About this task. The answer should consist of all the entries, repeated word for word.

--- START ---

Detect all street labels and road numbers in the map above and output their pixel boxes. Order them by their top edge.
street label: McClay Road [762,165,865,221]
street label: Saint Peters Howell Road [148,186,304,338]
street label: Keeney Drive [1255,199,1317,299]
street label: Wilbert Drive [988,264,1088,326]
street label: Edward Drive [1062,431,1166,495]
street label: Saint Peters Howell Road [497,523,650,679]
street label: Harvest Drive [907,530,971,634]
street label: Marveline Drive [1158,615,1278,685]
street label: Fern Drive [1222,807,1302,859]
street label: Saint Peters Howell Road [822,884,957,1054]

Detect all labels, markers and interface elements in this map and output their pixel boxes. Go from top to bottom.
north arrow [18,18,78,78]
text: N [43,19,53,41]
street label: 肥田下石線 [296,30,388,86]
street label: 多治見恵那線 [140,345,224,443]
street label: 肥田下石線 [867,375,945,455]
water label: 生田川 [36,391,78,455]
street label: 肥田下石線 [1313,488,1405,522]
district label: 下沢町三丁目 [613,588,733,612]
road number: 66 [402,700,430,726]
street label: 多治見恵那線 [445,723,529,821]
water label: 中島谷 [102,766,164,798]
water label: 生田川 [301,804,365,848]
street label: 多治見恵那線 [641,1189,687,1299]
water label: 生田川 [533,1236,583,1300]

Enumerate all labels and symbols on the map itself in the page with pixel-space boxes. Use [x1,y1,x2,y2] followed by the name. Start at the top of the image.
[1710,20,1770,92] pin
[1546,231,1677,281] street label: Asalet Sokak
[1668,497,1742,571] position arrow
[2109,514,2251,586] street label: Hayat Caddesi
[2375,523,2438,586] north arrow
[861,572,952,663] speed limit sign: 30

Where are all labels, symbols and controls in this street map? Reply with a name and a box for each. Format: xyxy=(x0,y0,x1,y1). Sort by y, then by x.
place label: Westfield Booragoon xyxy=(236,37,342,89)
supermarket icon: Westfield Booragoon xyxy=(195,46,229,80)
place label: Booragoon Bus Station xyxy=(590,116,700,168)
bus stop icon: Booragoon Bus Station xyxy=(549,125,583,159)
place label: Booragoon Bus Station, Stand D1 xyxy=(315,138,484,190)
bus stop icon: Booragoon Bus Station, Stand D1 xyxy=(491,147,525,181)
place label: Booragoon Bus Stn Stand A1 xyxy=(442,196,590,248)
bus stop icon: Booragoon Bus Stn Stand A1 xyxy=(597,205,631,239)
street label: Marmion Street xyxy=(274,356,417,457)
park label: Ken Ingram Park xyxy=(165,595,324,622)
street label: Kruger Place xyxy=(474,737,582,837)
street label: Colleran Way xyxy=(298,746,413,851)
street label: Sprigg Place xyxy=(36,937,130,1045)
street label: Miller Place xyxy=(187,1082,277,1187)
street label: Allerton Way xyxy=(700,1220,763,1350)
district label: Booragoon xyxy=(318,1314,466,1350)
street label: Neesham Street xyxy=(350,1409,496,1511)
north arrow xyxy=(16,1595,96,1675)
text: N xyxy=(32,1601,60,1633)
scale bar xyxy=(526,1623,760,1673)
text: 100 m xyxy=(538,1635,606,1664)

--- END ---

Solution to the problem.
Detect all street labels and road numbers in the map above and output their pixel boxes. Order them by their top edge.
street label: McClay Road [762,165,865,221]
street label: Saint Peters Howell Road [148,186,304,338]
street label: Keeney Drive [1255,199,1317,299]
street label: Wilbert Drive [988,264,1088,326]
street label: Edward Drive [1062,431,1166,495]
street label: Saint Peters Howell Road [497,523,650,679]
street label: Harvest Drive [907,530,971,634]
street label: Marveline Drive [1158,615,1278,685]
street label: Fern Drive [1222,807,1302,859]
street label: Saint Peters Howell Road [822,884,957,1054]

Detect all labels, markers and interface elements in this map and output their pixel boxes. Go from top to bottom.
north arrow [18,18,78,78]
text: N [43,19,53,41]
street label: 肥田下石線 [296,30,388,86]
street label: 多治見恵那線 [140,345,224,443]
street label: 肥田下石線 [867,375,945,455]
water label: 生田川 [36,391,78,455]
street label: 肥田下石線 [1313,488,1405,522]
district label: 下沢町三丁目 [613,588,733,612]
road number: 66 [402,700,430,726]
street label: 多治見恵那線 [445,723,529,821]
water label: 中島谷 [102,766,164,798]
water label: 生田川 [301,804,365,848]
street label: 多治見恵那線 [641,1189,687,1299]
water label: 生田川 [533,1236,583,1300]

Enumerate all labels and symbols on the map itself in the page with pixel-space boxes. Use [x1,y1,x2,y2] followed by the name. Start at the top of the image.
[1710,20,1770,92] pin
[1546,231,1677,281] street label: Asalet Sokak
[1668,497,1742,571] position arrow
[2109,514,2251,586] street label: Hayat Caddesi
[2375,523,2438,586] north arrow
[861,572,952,663] speed limit sign: 30

Where are all labels, symbols and controls in this street map? Reply with a name and a box for each. Format: xyxy=(x0,y0,x1,y1). Sort by y, then by x.
place label: Westfield Booragoon xyxy=(236,37,342,89)
supermarket icon: Westfield Booragoon xyxy=(195,46,229,80)
place label: Booragoon Bus Station xyxy=(590,116,700,168)
bus stop icon: Booragoon Bus Station xyxy=(549,125,583,159)
place label: Booragoon Bus Station, Stand D1 xyxy=(315,138,484,190)
bus stop icon: Booragoon Bus Station, Stand D1 xyxy=(491,147,525,181)
place label: Booragoon Bus Stn Stand A1 xyxy=(442,196,590,248)
bus stop icon: Booragoon Bus Stn Stand A1 xyxy=(597,205,631,239)
street label: Marmion Street xyxy=(274,356,417,457)
park label: Ken Ingram Park xyxy=(165,595,324,622)
street label: Kruger Place xyxy=(474,737,582,837)
street label: Colleran Way xyxy=(298,746,413,851)
street label: Sprigg Place xyxy=(36,937,130,1045)
street label: Miller Place xyxy=(187,1082,277,1187)
street label: Allerton Way xyxy=(700,1220,763,1350)
district label: Booragoon xyxy=(318,1314,466,1350)
street label: Neesham Street xyxy=(350,1409,496,1511)
north arrow xyxy=(16,1595,96,1675)
text: N xyxy=(32,1601,60,1633)
scale bar xyxy=(526,1623,760,1673)
text: 100 m xyxy=(538,1635,606,1664)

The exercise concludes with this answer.